■ EXERCISE DESCRIPTION
Output each entry exactly as written.
[RECORD EXTRACTS — start]
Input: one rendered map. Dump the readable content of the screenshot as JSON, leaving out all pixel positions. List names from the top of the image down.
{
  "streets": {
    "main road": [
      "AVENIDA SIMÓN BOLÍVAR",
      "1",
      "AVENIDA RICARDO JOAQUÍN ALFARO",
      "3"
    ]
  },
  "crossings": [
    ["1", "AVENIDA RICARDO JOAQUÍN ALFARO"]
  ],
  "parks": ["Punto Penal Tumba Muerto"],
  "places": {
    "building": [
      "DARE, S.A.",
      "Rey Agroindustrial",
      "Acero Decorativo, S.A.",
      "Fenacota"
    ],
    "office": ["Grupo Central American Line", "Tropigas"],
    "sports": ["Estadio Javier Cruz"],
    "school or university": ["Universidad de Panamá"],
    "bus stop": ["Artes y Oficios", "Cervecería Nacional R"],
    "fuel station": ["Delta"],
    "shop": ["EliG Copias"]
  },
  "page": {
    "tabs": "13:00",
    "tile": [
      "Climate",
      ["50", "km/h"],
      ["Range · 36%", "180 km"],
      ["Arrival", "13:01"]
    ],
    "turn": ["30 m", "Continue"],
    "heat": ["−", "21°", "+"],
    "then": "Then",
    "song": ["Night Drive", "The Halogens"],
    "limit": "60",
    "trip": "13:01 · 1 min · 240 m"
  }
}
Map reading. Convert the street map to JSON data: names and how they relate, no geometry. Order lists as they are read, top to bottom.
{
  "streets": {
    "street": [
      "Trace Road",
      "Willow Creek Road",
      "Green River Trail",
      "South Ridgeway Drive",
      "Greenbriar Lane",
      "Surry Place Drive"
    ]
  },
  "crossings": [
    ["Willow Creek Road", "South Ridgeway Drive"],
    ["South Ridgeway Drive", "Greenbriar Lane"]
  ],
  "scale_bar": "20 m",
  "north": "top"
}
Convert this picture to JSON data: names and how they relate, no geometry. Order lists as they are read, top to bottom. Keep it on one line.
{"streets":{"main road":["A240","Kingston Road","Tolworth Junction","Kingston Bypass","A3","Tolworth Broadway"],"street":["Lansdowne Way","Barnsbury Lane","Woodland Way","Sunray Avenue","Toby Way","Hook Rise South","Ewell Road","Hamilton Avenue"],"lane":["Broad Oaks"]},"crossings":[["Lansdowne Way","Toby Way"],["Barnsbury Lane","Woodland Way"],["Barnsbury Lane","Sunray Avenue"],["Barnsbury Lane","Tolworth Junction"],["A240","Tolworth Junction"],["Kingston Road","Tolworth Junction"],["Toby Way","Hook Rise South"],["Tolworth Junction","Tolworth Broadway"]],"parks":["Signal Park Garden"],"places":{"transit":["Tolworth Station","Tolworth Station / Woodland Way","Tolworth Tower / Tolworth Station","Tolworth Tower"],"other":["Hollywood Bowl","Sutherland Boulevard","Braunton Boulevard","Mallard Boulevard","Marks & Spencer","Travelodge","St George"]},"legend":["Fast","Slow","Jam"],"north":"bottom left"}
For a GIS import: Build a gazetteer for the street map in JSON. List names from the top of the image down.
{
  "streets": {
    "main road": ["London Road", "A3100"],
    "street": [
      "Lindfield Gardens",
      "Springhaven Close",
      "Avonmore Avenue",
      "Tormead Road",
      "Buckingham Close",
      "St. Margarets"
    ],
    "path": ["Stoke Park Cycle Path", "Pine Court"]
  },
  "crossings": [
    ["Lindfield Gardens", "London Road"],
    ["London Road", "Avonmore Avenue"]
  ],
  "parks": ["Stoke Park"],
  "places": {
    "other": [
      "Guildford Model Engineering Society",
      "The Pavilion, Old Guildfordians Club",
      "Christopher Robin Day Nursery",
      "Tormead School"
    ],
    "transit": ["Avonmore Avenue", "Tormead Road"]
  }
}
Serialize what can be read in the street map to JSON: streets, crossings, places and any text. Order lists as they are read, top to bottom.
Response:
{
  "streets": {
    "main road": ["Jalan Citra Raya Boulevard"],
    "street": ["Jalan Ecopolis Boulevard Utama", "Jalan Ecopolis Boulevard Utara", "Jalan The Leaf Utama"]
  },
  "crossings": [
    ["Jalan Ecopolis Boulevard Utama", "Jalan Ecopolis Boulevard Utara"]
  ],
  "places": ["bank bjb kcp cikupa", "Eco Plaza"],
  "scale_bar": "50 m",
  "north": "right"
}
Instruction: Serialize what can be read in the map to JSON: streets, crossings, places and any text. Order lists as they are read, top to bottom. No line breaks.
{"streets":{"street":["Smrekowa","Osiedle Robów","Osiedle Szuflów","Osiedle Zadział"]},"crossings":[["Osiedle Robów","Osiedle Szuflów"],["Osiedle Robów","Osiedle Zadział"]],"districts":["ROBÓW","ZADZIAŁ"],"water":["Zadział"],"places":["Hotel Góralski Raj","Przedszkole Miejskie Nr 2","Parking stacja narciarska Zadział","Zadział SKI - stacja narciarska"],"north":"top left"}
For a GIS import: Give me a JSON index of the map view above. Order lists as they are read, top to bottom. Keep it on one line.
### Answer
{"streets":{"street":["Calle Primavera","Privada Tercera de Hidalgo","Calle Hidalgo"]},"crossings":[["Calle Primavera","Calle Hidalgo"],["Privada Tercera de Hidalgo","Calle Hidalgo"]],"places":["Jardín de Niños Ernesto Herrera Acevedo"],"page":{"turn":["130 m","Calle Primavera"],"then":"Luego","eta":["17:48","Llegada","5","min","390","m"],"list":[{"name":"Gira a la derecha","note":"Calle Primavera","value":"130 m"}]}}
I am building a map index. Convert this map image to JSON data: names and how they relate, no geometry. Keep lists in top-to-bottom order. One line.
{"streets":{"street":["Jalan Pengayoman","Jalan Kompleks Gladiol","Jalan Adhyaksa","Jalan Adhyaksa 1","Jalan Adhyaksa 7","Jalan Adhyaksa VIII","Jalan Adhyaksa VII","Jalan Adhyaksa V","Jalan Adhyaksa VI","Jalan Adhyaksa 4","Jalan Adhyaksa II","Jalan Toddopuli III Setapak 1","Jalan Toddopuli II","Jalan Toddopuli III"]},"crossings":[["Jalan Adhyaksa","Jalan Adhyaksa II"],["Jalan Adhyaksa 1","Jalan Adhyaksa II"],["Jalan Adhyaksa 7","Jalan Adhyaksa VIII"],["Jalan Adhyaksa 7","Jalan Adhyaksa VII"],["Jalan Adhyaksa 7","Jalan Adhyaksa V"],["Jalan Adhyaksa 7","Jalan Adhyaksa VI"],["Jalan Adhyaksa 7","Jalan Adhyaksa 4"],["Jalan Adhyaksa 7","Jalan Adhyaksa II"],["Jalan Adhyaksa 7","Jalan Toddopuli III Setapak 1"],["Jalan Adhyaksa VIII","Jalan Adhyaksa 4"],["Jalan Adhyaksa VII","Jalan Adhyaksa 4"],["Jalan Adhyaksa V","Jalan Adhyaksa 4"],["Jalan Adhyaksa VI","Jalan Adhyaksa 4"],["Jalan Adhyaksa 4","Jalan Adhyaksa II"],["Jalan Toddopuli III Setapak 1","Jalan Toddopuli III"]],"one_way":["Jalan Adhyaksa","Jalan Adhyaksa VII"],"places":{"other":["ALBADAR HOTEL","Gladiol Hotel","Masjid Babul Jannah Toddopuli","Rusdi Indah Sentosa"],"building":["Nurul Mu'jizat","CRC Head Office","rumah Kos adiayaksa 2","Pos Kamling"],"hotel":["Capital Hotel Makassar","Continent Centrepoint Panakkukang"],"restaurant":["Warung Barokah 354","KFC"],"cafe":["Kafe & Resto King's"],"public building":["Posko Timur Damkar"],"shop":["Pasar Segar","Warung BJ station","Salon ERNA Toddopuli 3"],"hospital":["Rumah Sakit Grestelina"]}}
[RECORD EXTRACTS — finish]
■ WRITTEN RESPONSE
Input: one rendered map. Dump the readable content of the screenshot as JSON, leaving out all pixel positions. List names from the top of the image down.
{
  "streets": {
    "main road": [
      "AVENIDA SIMÓN BOLÍVAR",
      "1",
      "AVENIDA RICARDO JOAQUÍN ALFARO",
      "3"
    ]
  },
  "crossings": [
    ["1", "AVENIDA RICARDO JOAQUÍN ALFARO"]
  ],
  "parks": ["Punto Penal Tumba Muerto"],
  "places": {
    "building": [
      "DARE, S.A.",
      "Rey Agroindustrial",
      "Acero Decorativo, S.A.",
      "Fenacota"
    ],
    "office": ["Grupo Central American Line", "Tropigas"],
    "sports": ["Estadio Javier Cruz"],
    "school or university": ["Universidad de Panamá"],
    "bus stop": ["Artes y Oficios", "Cervecería Nacional R"],
    "fuel station": ["Delta"],
    "shop": ["EliG Copias"]
  },
  "page": {
    "tabs": "13:00",
    "tile": [
      "Climate",
      ["50", "km/h"],
      ["Range · 36%", "180 km"],
      ["Arrival", "13:01"]
    ],
    "turn": ["30 m", "Continue"],
    "heat": ["−", "21°", "+"],
    "then": "Then",
    "song": ["Night Drive", "The Halogens"],
    "limit": "60",
    "trip": "13:01 · 1 min · 240 m"
  }
}
Map reading. Convert the street map to JSON data: names and how they relate, no geometry. Order lists as they are read, top to bottom.
{
  "streets": {
    "street": [
      "Trace Road",
      "Willow Creek Road",
      "Green River Trail",
      "South Ridgeway Drive",
      "Greenbriar Lane",
      "Surry Place Drive"
    ]
  },
  "crossings": [
    ["Willow Creek Road", "South Ridgeway Drive"],
    ["South Ridgeway Drive", "Greenbriar Lane"]
  ],
  "scale_bar": "20 m",
  "north": "top"
}
Convert this picture to JSON data: names and how they relate, no geometry. Order lists as they are read, top to bottom. Keep it on one line.
{"streets":{"main road":["A240","Kingston Road","Tolworth Junction","Kingston Bypass","A3","Tolworth Broadway"],"street":["Lansdowne Way","Barnsbury Lane","Woodland Way","Sunray Avenue","Toby Way","Hook Rise South","Ewell Road","Hamilton Avenue"],"lane":["Broad Oaks"]},"crossings":[["Lansdowne Way","Toby Way"],["Barnsbury Lane","Woodland Way"],["Barnsbury Lane","Sunray Avenue"],["Barnsbury Lane","Tolworth Junction"],["A240","Tolworth Junction"],["Kingston Road","Tolworth Junction"],["Toby Way","Hook Rise South"],["Tolworth Junction","Tolworth Broadway"]],"parks":["Signal Park Garden"],"places":{"transit":["Tolworth Station","Tolworth Station / Woodland Way","Tolworth Tower / Tolworth Station","Tolworth Tower"],"other":["Hollywood Bowl","Sutherland Boulevard","Braunton Boulevard","Mallard Boulevard","Marks & Spencer","Travelodge","St George"]},"legend":["Fast","Slow","Jam"],"north":"bottom left"}
For a GIS import: Build a gazetteer for the street map in JSON. List names from the top of the image down.
{
  "streets": {
    "main road": ["London Road", "A3100"],
    "street": [
      "Lindfield Gardens",
      "Springhaven Close",
      "Avonmore Avenue",
      "Tormead Road",
      "Buckingham Close",
      "St. Margarets"
    ],
    "path": ["Stoke Park Cycle Path", "Pine Court"]
  },
  "crossings": [
    ["Lindfield Gardens", "London Road"],
    ["London Road", "Avonmore Avenue"]
  ],
  "parks": ["Stoke Park"],
  "places": {
    "other": [
      "Guildford Model Engineering Society",
      "The Pavilion, Old Guildfordians Club",
      "Christopher Robin Day Nursery",
      "Tormead School"
    ],
    "transit": ["Avonmore Avenue", "Tormead Road"]
  }
}
Serialize what can be read in the street map to JSON: streets, crossings, places and any text. Order lists as they are read, top to bottom.
Response:
{
  "streets": {
    "main road": ["Jalan Citra Raya Boulevard"],
    "street": ["Jalan Ecopolis Boulevard Utama", "Jalan Ecopolis Boulevard Utara", "Jalan The Leaf Utama"]
  },
  "crossings": [
    ["Jalan Ecopolis Boulevard Utama", "Jalan Ecopolis Boulevard Utara"]
  ],
  "places": ["bank bjb kcp cikupa", "Eco Plaza"],
  "scale_bar": "50 m",
  "north": "right"
}
Instruction: Serialize what can be read in the map to JSON: streets, crossings, places and any text. Order lists as they are read, top to bottom. No line breaks.
{"streets":{"street":["Smrekowa","Osiedle Robów","Osiedle Szuflów","Osiedle Zadział"]},"crossings":[["Osiedle Robów","Osiedle Szuflów"],["Osiedle Robów","Osiedle Zadział"]],"districts":["ROBÓW","ZADZIAŁ"],"water":["Zadział"],"places":["Hotel Góralski Raj","Przedszkole Miejskie Nr 2","Parking stacja narciarska Zadział","Zadział SKI - stacja narciarska"],"north":"top left"}
For a GIS import: Give me a JSON index of the map view above. Order lists as they are read, top to bottom. Keep it on one line.
### Answer
{"streets":{"street":["Calle Primavera","Privada Tercera de Hidalgo","Calle Hidalgo"]},"crossings":[["Calle Primavera","Calle Hidalgo"],["Privada Tercera de Hidalgo","Calle Hidalgo"]],"places":["Jardín de Niños Ernesto Herrera Acevedo"],"page":{"turn":["130 m","Calle Primavera"],"then":"Luego","eta":["17:48","Llegada","5","min","390","m"],"list":[{"name":"Gira a la derecha","note":"Calle Primavera","value":"130 m"}]}}
I am building a map index. Convert this map image to JSON data: names and how they relate, no geometry. Keep lists in top-to-bottom order. One line.
{"streets":{"street":["Jalan Pengayoman","Jalan Kompleks Gladiol","Jalan Adhyaksa","Jalan Adhyaksa 1","Jalan Adhyaksa 7","Jalan Adhyaksa VIII","Jalan Adhyaksa VII","Jalan Adhyaksa V","Jalan Adhyaksa VI","Jalan Adhyaksa 4","Jalan Adhyaksa II","Jalan Toddopuli III Setapak 1","Jalan Toddopuli II","Jalan Toddopuli III"]},"crossings":[["Jalan Adhyaksa","Jalan Adhyaksa II"],["Jalan Adhyaksa 1","Jalan Adhyaksa II"],["Jalan Adhyaksa 7","Jalan Adhyaksa VIII"],["Jalan Adhyaksa 7","Jalan Adhyaksa VII"],["Jalan Adhyaksa 7","Jalan Adhyaksa V"],["Jalan Adhyaksa 7","Jalan Adhyaksa VI"],["Jalan Adhyaksa 7","Jalan Adhyaksa 4"],["Jalan Adhyaksa 7","Jalan Adhyaksa II"],["Jalan Adhyaksa 7","Jalan Toddopuli III Setapak 1"],["Jalan Adhyaksa VIII","Jalan Adhyaksa 4"],["Jalan Adhyaksa VII","Jalan Adhyaksa 4"],["Jalan Adhyaksa V","Jalan Adhyaksa 4"],["Jalan Adhyaksa VI","Jalan Adhyaksa 4"],["Jalan Adhyaksa 4","Jalan Adhyaksa II"],["Jalan Toddopuli III Setapak 1","Jalan Toddopuli III"]],"one_way":["Jalan Adhyaksa","Jalan Adhyaksa VII"],"places":{"other":["ALBADAR HOTEL","Gladiol Hotel","Masjid Babul Jannah Toddopuli","Rusdi Indah Sentosa"],"building":["Nurul Mu'jizat","CRC Head Office","rumah Kos adiayaksa 2","Pos Kamling"],"hotel":["Capital Hotel Makassar","Continent Centrepoint Panakkukang"],"restaurant":["Warung Barokah 354","KFC"],"cafe":["Kafe & Resto King's"],"public building":["Posko Timur Damkar"],"shop":["Pasar Segar","Warung BJ station","Salon ERNA Toddopuli 3"],"hospital":["Rumah Sakit Grestelina"]}}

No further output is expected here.